Uma vez que no relatório se afirma não se poder concluir que os números aí apostos sejam da autoria da ré, considerando-se ainda que a testemunha R. C. referiu ter escrito nos sobrescritos as quantias que os mesmos continham, ao mesmo tempo que referiu já não ter a certeza dos valores, o tribunal não se convenceu dos exatos montantes de dinheiro que seguiram dentro dos envelopes. Não obstante, convenceu-se que os mesmos teriam dinheiro, conjugando o que resulta do facto provado 4., com o que resultou do depoimento de R. C. – que, pese embora interessado no desfecho da causa por ser cônjuge do autor, se mostrou um depoimento sério, objetivo, claro e sem qualquer intenção persecutória da ré – e com as regras da experiência comum (se se responde à interpelação para pagamento de uma dívida com um escrito em que se promete enviar todos os meses, seguir-se-á, natural e logicamente, o envio de quantias em dinheiro); VII.

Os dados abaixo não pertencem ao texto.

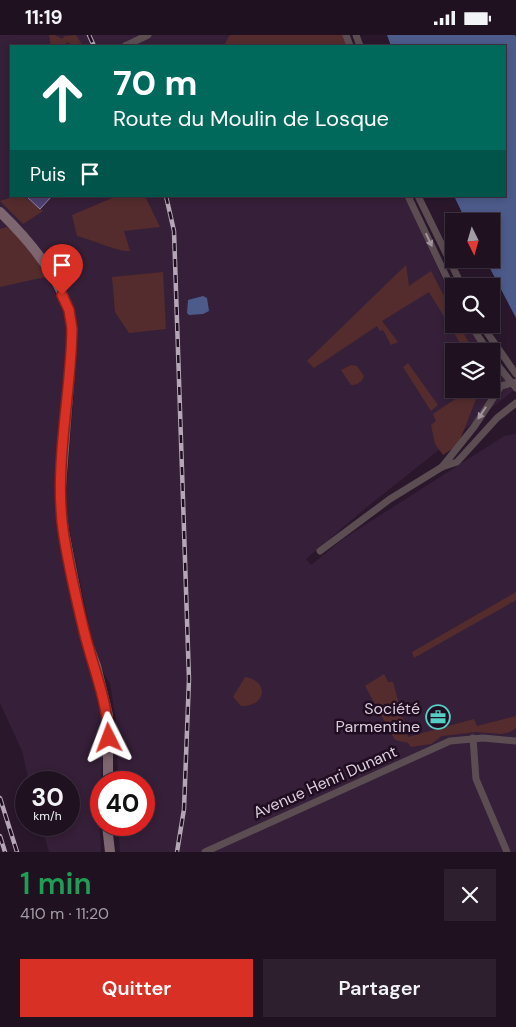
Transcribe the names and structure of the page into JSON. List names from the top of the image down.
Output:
{
  "streets": {
    "street": ["Avenue Henri Dunant"]
  },
  "places": {
    "office": ["Société Parmentine"]
  },
  "north": "bottom",
  "page": {
    "status": "11:19",
    "turn": ["70 m", "Route du Moulin de Losque"],
    "then": "Puis",
    "speed": "30 km/h",
    "limit": "40",
    "heading": ["1 min", "410 m · 11:20"],
    "buttons": ["Quitter", "Partager"]
  }
}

No entanto, entendeu o Tribunal a quo que tais factos não importavam um reconhecimento tácito da dívida reclamada pelo Recorrente.

VIII.

Ora, salvo o devido respeito, não pode o Recorrente concordar com esta conclusão, uma vez que resulta manifestamente evidente da factualidade provada que a Recorrida reconheceu a existência da dívida.

IX.

Desde logo, na medida em que, após ter sido interpelada pelo Recorrente, a Recorrida, não só lhe remeteu uma carta na qual pediu desculpa por não ter mandado o prometido, como atestou que a partir daquela data passaria a “mandar” todos os meses, tendo ainda remetido ao Recorrente, simultaneamente, um cheque e, pelo menos por duas ocasiões, pagamentos em dinheiro.

X.

Ora, uma pessoa que em sede de resposta a uma interpelação para o pagamento de uma dívida, pede desculpa por não ter enviado o que tinha combinado (referindo-se, como concluiu e bem o Tribunal a quo, a dinheiro), comprometendo-se, nos meses seguintes a não falhar e ainda efetua diversos pagamentos, por cheque e em numerário, é manifestamente evidente que ao fazê-lo está a reconhecer expressa (por via da carta que remete) e tacitamente (em virtude dos pagamentos efetuados) a dívida reclamada como existente e como sendo sua – isto de acordo com a conjugação dos art. 217.º e 458.º do CC.

XI.

De facto, é por demais evidente que alguém que não concorde com uma dívida que lhe está a ser imputada, refere-o expressamente. Pelo que, também por este motivo é por demais evidente que a Recorrida reconheceu a dívida como sendo sua e comprometeu-se a efetuar o seu pagamento, já que nunca a Recorrida impugnou os valores que sucessivamente foram sendo reclamados pelo Recorrente, os quais constam da diversa documentação junta aos autos.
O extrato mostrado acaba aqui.